Opinión
"Pick & Roll" en El Sadar


Publicado el 09/12/2024 a las 11:44
No me imagino un rebote en el baloncesto con torres de dos metros agarrándose la camiseta con los permisos que se conceden en los saques de esquina del fútbol. Lo que sucede “en la pintura” da mucho miedo cuando lo ves de cerca y por eso está todo muy ordenado.

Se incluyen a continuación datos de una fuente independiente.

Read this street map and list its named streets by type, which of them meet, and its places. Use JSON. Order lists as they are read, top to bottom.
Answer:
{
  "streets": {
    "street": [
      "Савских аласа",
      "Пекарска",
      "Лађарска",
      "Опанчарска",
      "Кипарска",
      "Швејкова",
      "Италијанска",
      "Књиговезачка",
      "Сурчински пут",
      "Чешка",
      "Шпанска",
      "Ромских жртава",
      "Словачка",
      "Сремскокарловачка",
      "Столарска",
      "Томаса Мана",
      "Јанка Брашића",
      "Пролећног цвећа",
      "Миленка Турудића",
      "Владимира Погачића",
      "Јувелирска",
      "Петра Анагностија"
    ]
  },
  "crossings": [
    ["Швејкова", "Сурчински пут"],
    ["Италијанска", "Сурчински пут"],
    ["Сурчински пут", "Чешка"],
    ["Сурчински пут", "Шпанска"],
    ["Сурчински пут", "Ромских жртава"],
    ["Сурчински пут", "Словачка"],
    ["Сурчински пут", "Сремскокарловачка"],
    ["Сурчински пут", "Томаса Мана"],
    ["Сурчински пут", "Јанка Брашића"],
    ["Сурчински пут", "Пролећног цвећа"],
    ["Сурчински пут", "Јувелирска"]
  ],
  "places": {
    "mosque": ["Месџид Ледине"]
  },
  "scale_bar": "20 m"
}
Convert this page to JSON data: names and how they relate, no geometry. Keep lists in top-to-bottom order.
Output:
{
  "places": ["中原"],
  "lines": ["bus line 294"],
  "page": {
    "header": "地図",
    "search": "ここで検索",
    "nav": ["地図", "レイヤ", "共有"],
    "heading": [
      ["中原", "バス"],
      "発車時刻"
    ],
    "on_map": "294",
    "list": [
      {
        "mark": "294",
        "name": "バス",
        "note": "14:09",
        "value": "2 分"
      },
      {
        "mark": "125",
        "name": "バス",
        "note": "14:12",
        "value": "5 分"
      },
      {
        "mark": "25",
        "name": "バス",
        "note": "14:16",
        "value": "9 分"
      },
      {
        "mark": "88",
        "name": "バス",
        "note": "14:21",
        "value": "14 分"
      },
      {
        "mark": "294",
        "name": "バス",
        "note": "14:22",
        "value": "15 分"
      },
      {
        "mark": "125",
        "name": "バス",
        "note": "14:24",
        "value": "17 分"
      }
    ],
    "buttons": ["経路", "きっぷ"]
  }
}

El fútbol aéreo es más posicional que nunca y se está imponiendo una de las reglas de oro del baloncesto, cerrar el rebote: “Cuando vas a por un rebote, primero gana la posición (cierra tu marca) y luego vete a por el balón”. En su versión futbolística “Cuando viene el balón por arriba, primero impide que se la lleve el contrario, luego haz lo que puedas”. Los jugadores son cada vez más rápidos y fuertes, y los espacios en los 105x67 metros cuadrados se van reduciendo. Los bloqueos del deporte de la canasta están llegando al fútbol que cuenta con el futbol-sala como campo de experimentación. Y además, alrededor del fútbol hay mucha gente pensando y buscando alternativas a la creciente reducción de espacios.
La lucha por rematar y defender un saque de esquina se va pareciendo a la lucha por el rebote tras un tiro libre fallido. Aunque algunos equipos defienden los saques de esquina en zona, la gran mayoría lo hace al hombre y es habitual ver cómo cinco parejas de jugadores forcejean por ganar su posición o ayudar a que su compañero la encuentre gracias a su bloqueo. Y cinco puntos de interés y posible infracción son muchos para un colegiado que duda cuál de ellos es más sancionable y no pita ninguno. Al principio de la temporada 24/25 se dijo que esto se iba a acabar, pero no ha sido así. Nos hemos acostumbrado a ver defensores que ni siquiera miran el balón y solo se preocupan de que su delantero no pueda rematar a costa de casi cualquier cosa, teniendo en cuenta que no se pita porque “el agarrón no es suficiente” o “la falta es mutua”.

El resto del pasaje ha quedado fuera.